Die Geschichte des Hans Röslein beginnt, für einen Fusballnarren geradezu standesgemäs, an einem Sonntag im August. Genauer gesagt war es der Kärwa-Sonntag 1951 als in Georgensgmünd der heutige Schiedsrichterobmann des Kreises Nürnberg-Frankenhöhe das Licht der Welt erblickte.

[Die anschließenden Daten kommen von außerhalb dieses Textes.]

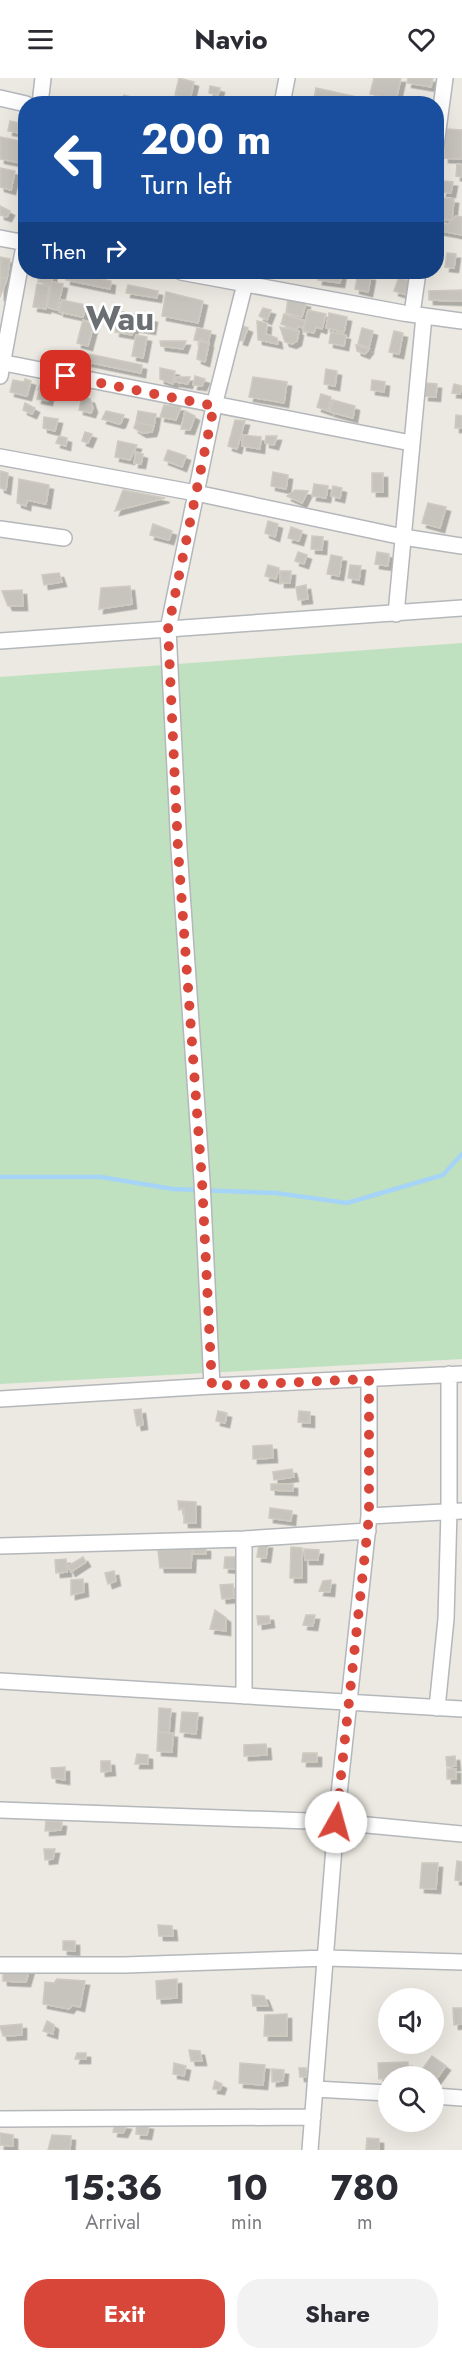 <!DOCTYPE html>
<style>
body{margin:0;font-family:Jost,sans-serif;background:#f2f2f3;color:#2b2b33;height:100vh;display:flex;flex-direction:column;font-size:22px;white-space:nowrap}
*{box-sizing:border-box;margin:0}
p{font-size:20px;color:#7c7c81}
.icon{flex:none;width:33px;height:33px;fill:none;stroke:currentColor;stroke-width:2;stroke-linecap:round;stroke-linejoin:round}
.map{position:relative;height:2072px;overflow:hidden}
.details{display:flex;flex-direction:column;background:#fff;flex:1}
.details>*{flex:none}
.banner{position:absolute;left:18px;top:18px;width:426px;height:183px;border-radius:24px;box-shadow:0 6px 24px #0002;background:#1a4fa0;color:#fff;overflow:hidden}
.fabs{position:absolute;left:378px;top:1910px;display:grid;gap:12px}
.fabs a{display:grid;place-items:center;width:66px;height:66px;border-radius:50%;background:#fff;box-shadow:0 6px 24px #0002;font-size:30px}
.pin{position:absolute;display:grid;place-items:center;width:51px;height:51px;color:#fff;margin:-26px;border-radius:12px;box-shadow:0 3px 9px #0006}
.me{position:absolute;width:66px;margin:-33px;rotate:7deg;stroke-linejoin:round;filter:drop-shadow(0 0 4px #0008)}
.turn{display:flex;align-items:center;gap:21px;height:126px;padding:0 24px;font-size:27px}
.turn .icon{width:78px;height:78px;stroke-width:2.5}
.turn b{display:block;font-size:42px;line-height:51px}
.then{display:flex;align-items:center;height:57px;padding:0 24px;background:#0003;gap:12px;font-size:22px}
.eta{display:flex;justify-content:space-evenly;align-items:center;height:102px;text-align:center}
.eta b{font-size:36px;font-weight:700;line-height:42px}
.button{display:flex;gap:12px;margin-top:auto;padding:12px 24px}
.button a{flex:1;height:69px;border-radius:24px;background:#d8463a;color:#fff;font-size:24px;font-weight:700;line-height:69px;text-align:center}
.button a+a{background:#f2f2f3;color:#2b2b33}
header{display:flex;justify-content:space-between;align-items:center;height:78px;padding:0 24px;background:#fff;font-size:27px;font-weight:700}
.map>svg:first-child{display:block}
</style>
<header><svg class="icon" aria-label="menu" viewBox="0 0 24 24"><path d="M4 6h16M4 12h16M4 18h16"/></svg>Navio<svg class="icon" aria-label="heart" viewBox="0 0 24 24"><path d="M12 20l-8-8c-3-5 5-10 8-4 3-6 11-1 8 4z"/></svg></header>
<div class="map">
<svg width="462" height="2072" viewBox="0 0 462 2072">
<defs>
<filter id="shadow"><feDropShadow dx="4.5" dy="4.5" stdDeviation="0" flood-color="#0004"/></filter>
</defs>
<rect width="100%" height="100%" fill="#ebe9e1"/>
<!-- green -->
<path fill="#c0e1bf" d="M462 565V1281L0 1306V599Z"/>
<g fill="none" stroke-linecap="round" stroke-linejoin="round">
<!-- stream -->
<path stroke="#a6d4f7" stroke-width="4.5" d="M0 1099H101L173 1111 276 1115 347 1125 443 1097 462 1076"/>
</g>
<!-- building -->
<path fill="#c7c4be" stroke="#cfcac0" stroke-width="1.5" filter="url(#shadow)" d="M179 0 194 4 190 21 175 17Z
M374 0H401L396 22 370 16Z
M408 0H433L431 9 407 5Z
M210 8 220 10 218 17 209 15Z
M316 10 371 22 370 26H313Z
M124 17 155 26H121Z
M225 20 238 23V26H224Z
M10 43 26 46V56L8 53Z
M446 51 462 52V81L444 80Z
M0 59 26 64 20 85 0 81Z
M457 86 462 87V99L456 98Z
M0 90 15 93 11 112 0 109Z
M443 103 453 104 451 115 442 114Z
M442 120 454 121 452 142 440 141Z
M0 128 10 133 7 139 0 137Z
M456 138 462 139V157L436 152V144L448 146Z
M447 175 456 176 454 190 445 189Z
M0 179 10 181 7 201 0 199Z
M40 194H53L51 206 38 204Z
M68 194 111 203 110 211 66 202Z
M319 194H342L340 205 318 202Z
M358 196 371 198 368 214 355 211Z
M0 199 7 201 0 219Z
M399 199 411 204 407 217 394 213Z
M52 204 63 206 57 232 47 229Z
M37 206 49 208 46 231 33 229Z
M128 207 158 213 157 220 126 215Z
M462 212V223L429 222V213Z
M166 214 203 223 198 245 162 238Z
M288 220 306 225 302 239 286 235Z
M62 222 86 227 83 239 59 234Z
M263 230 271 232 267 242 259 238Z
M308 232 326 236 322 251 316 249 314 255 303 253Z
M119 233 153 240 151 252 134 249 132 257 115 254Z
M329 235 347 239 344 254 326 250Z
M284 236 305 243 303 250 298 248 297 252 281 246Z
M83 242 94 246 88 268 77 265Z
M257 243 267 245 266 256 277 260 278 266 258 262Z
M243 248 248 250 243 263 239 262Z
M280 249 299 253 297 263 292 266 285 264Z
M197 250 211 253 208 265 194 262Z
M362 250 373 253 369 269 358 266Z
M394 253 403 255 399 276 389 274Z
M331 254 346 257 344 268 329 265Z
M136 257 147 259 143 280 132 278Z
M200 261 209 265 205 284 197 281Z
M160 263H186L183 271 161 268Z
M356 267 369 271 365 276 357 273Z
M89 276 142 287 141 295 87 284Z
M160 290 175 293 173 306 160 301Z
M326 291 337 293 335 308 324 306Z
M195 298 205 301 202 308 193 307Z
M176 299H190L188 306 175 304Z
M253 299 287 304 284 325 249 319Z
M25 301 31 303 27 318 10 314 13 302 24 304Z
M372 302 385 304 384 314 371 312Z
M41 304 54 309 51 316 38 312Z
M426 305 437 306 436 319 424 318Z
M454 306 462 308 460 316 452 315Z
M39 314 49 317 48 323 37 321Z
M321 316 331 319 328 333 317 329Z
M82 319 90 321 93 330 91 335 79 332Z
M333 322 355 328 353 340 330 334Z
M25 325 35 330 32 336 23 332Z
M164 327 181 329 176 342 160 339Z
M106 333 124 337 121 345 119 346 102 341Z
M138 333 156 336 154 348 136 344Z
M185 333 195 338 190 352 181 351Z
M456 337 462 338V350H455Z
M44 339 58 341 55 353 43 350Z
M235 342 245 343 237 371 228 368Z
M136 344 154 348 152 354 142 355 134 350Z
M85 354 92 356 88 365 82 363Z
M243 357 261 359 260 371 242 368Z
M59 358 67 360 66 368 56 365Z
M266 358H277L274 367 265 365Z
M118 363 137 367 130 382 115 379Z
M168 372 186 378 182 389 164 382Z
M136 374 143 376 141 386 134 385Z
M0 393 8 395 6 412 0 410Z
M273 394 288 397 286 411 271 408Z
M372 395H383V414H372Z
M19 401 49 407 46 426 27 422 26 428 17 425Z
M314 406 328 408 326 420 312 418Z
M333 408 342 410 340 420 331 418Z
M123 412 165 420 115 433Z
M295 412 308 413 302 425 287 418Z
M428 425 446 429 440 450 422 445Z
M268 443 278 446 275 459 265 455Z
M153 446 172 453 169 462 150 457Z
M291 449 302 453 299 463 288 460Z
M312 458 323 459 322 472 311 471Z
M298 474 307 477 304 486 295 483Z
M377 474 389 476 388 488 375 486Z
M331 477 342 479 339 498 327 496Z
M268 487 279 490 276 501 265 498Z
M350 487 361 488 359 502 348 500Z
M280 493H291L290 505H280Z
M59 495 62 504 44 507 42 497Z
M306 507 308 521 298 522 296 509Z
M130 508 132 526 99 531 101 510Z
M22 512 23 528H8L2 513Z
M141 1331 143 1347 137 1348 134 1332Z
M218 1333 227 1335 225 1345 216 1343Z
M299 1333 310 1334V1345L298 1344Z
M272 1367 273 1380 253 1381V1368Z
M292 1391 294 1399 274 1402 273 1394Z
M271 1406H293V1413L271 1412Z
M178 1423 196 1424V1445H184V1430L179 1432Z
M270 1430 292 1433 291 1443 269 1440Z
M259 1465 268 1466 266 1480 257 1479Z
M192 1469 191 1490H160L158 1473Z
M193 1469H206V1476H193Z
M291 1469 302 1470V1500H290Z
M304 1471 319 1472 318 1482H305Z
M83 1479 86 1484 71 1494 68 1488Z
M225 1479H236V1491L224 1490Z
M66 1481 67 1494 56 1495 55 1482Z
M114 1493 116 1503 108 1506 105 1495Z
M83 1501 84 1514 71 1517V1502Z
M331 1502 330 1514 319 1513 323 1503Z
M233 1506 234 1520 222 1521 220 1507Z
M215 1532 226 1540V1553L210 1551Z
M306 1537H315L313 1548 303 1547Z
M257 1538H269L270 1545 258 1547Z
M159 1630 171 1631 169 1655 158 1654Z
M182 1634 198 1635 196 1656 180 1654Z
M158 1654 173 1655 172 1674 157 1673Z
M266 1666 267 1677 244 1678V1667Z
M303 1675H317V1684H302Z
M137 1676 148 1677V1686H135Z
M455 1678 456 1688 447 1689 446 1679Z
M101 1683H110L111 1693 101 1694Z
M65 1689V1702L52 1700 51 1690Z
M447 1691H456V1701H447Z
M46 1743 62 1744 61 1752 45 1753Z
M44 1771H55L53 1781 45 1782Z
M457 1783 462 1784V1803L455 1802Z
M422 1785H438L436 1811 420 1810Z
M158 1847 172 1848 173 1858H159Z
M63 1863H75V1873L63 1872Z
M3 1888 30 1890 26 1904 3 1903Z
M57 1901 85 1903 80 1929 72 1927 69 1931 43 1926 45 1904 54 1905Z
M177 1901V1920L157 1921 156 1903Z
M252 1917 264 1918 268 1928H253Z
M453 1930H462V1946L454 1947Z
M287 1936V1958H264L265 1937Z
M47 1943 54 1947 53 1956 43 1953Z
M22 1946V1957L3 1958 0 1948Z
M189 1972 200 1973 202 1983H191Z
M77 1975H86V1981H75Z
M432 1978 446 1988 435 2003 434 1998H428L421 1993Z
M408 1984V1998H388V2000L379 2001 378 1985Z
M174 1985 186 1988 184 1998 173 1996Z
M240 1985 265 1987 263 2007 239 2005Z
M299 1990H306L307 1999H300Z
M272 1991 284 1992 283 2003 272 2004Z
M215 2003 222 2006 220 2012 213 2011Z
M115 2045 127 2047 123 2055 113 2054Z
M137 2045 149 2047 147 2057 136 2056Z
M0 2055 13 2057V2068L0 2067Z
M52 2057 71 2058 70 2072H48Z
M367 2060 379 2061V2072H366Z"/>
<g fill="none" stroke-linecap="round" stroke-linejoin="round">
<!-- minor casing -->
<g stroke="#b4b7bb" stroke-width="18">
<path id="minor" d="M0 20 26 26
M40 26 43 0
M282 26 287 0
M436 67 445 0
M0 160 26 165
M181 194 403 235 462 243
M412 236 418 194
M0 284 411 365
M0 298 26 157
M0 379 196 415 403 459 462 468
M0 451 64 460
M396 536 424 238
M0 563 462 530
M212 1308 202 1103 179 771 168 551 214 328 248 194
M0 1321 212 1308 462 1296
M369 1438 462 1433
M244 1461V1618
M0 1468 244 1461 368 1453
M0 1603 462 1631
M437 1630 446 1541 449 1433V1296
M0 1732 336 1744 462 1756
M0 1887H125L326 1880 462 1884
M315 2011 388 2015
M434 2018 462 2020
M0 2041 313 2039
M310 2072 336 1744 369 1438V1301"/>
</g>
<!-- minor -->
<use href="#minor" stroke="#fff" stroke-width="15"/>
</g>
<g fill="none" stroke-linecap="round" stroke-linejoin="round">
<!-- route -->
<path stroke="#d8463a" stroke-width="10" stroke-dasharray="0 18" d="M66 298 214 328 168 551 178 771 202 1103 212 1308 369 1301V1438L336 1744"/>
</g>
<g text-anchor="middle" stroke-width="5" stroke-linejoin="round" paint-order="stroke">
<!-- town labels -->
<g font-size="33" font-weight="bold" fill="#6b6f73" stroke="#fff">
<text x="120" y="252">Wau</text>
</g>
</g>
</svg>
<div class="fabs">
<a><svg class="icon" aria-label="sound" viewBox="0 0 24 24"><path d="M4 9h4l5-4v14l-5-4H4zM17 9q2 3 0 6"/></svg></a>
<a><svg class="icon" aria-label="search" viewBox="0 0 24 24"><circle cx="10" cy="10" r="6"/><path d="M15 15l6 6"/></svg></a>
</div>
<div class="pin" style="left:66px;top:298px;background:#d93025"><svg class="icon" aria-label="arrive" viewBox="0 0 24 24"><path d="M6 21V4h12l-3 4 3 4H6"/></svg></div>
<svg class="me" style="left:336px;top:1744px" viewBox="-20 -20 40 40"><circle r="19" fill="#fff"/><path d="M0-13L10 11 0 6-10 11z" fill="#d8463a"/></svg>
<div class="banner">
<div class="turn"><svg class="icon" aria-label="left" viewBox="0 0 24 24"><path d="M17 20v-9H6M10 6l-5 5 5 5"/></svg><div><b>200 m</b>Turn left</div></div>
<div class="then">Then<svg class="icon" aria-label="right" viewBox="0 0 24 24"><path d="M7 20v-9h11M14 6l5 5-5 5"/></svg></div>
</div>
</div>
<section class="details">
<div class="eta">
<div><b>15:36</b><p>Arrival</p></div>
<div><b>10</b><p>min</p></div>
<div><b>780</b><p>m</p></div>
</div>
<div class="button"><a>Exit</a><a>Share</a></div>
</section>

Doch der Weg von Schnuller zur Pfeife vollzog sich nicht so schnell wie man aus heutiger Sicht glauben mag. „Ich habe früher nie daran gedacht, jemals Schiedsrichter zu werden!“, beteuert Röslein rückblickend.
Im Alter von fünf Jahren verschlug es die Familie Röslein aus beruflichen Gründen – der Vater war leitender Angestellter bei der Bahn – nach Nürnberg in die Bauernfeindstrase. Die Faszination des in unmittelbarer Umgebung liegenden Fusballplatzes erwischte Röslein dann endgültig 1963. Beim ESV Rangierbahnhof kickte der „Fusballer mit Leib und Seele“ unter Jugendtrainer Franz Wurzinger in der Schülermannschaft mit solch Grösen wie Dieter „Jogi“ Lieberwirth und Gerhard Hummel, die später auch für den ruhmreichen FCN die Fusballstiefel schnürten.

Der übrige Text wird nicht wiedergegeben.